PROBLEM STATEMENT:
An exact transcription of the entries is required, with none of the pictures carried over.

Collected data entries
+--

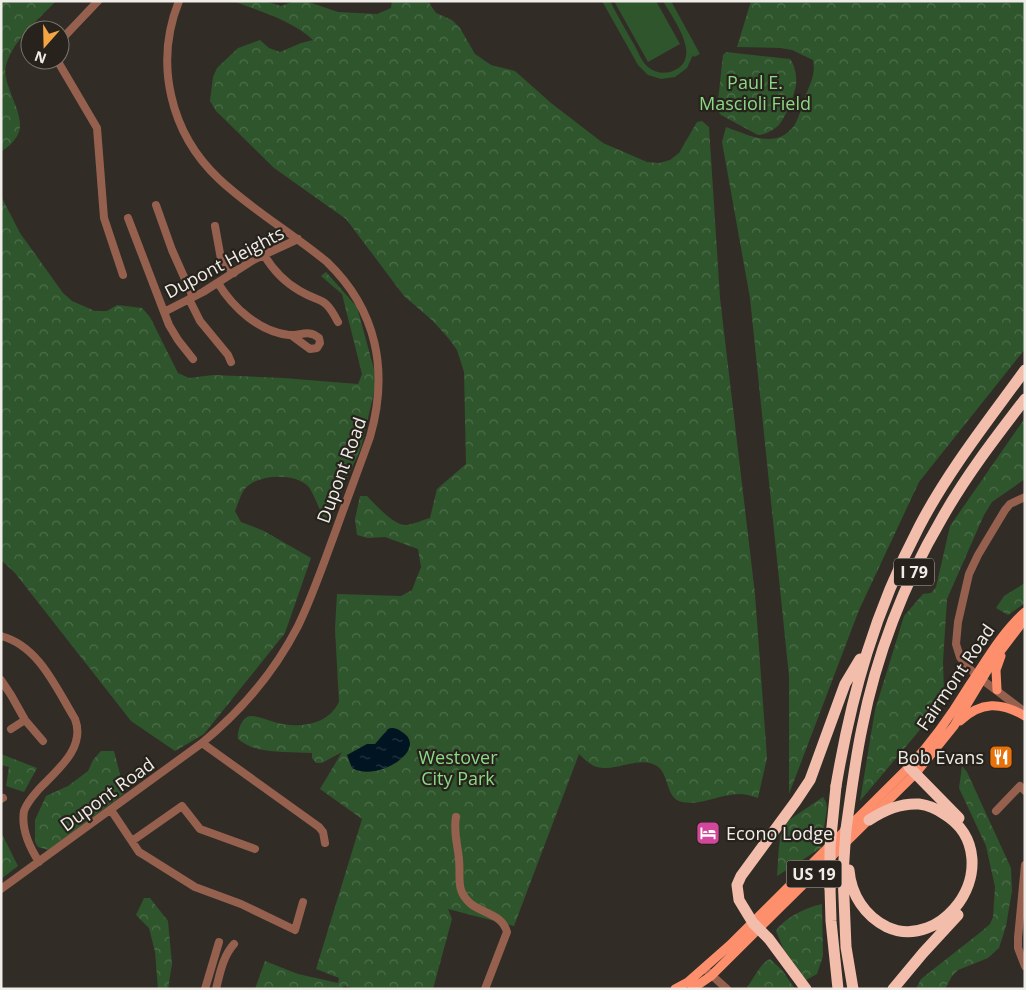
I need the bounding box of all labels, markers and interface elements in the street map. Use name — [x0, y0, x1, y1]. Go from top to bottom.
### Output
north arrow — [20, 20, 70, 70]
text: N — [32, 47, 49, 69]
park label: Paul E. Mascioli Field — [699, 70, 811, 115]
street label: Dupont Heights — [160, 220, 288, 304]
street label: Dupont Road — [311, 414, 371, 526]
road number: I 79 — [894, 558, 934, 586]
street label: Fairmont Road — [910, 619, 1000, 735]
restaurant icon: Bob Evans — [988, 744, 1014, 770]
park label: Westover City Park — [418, 745, 498, 790]
place label: Bob Evans — [897, 745, 984, 769]
street label: Dupont Road — [55, 752, 159, 836]
hotel icon: Econo Lodge — [695, 820, 721, 846]
place label: Econo Lodge — [726, 821, 833, 845]
road number: US 19 — [786, 861, 842, 888]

+--

RESULT BELOW:
I need the bounding box of all labels, markers and interface elements in the street map. Use name — [x0, y0, x1, y1]. Go from top to bottom.
### Output
north arrow — [20, 20, 70, 70]
text: N — [32, 47, 49, 69]
park label: Paul E. Mascioli Field — [699, 70, 811, 115]
street label: Dupont Heights — [160, 220, 288, 304]
street label: Dupont Road — [311, 414, 371, 526]
road number: I 79 — [894, 558, 934, 586]
street label: Fairmont Road — [910, 619, 1000, 735]
restaurant icon: Bob Evans — [988, 744, 1014, 770]
park label: Westover City Park — [418, 745, 498, 790]
place label: Bob Evans — [897, 745, 984, 769]
street label: Dupont Road — [55, 752, 159, 836]
hotel icon: Econo Lodge — [695, 820, 721, 846]
place label: Econo Lodge — [726, 821, 833, 845]
road number: US 19 — [786, 861, 842, 888]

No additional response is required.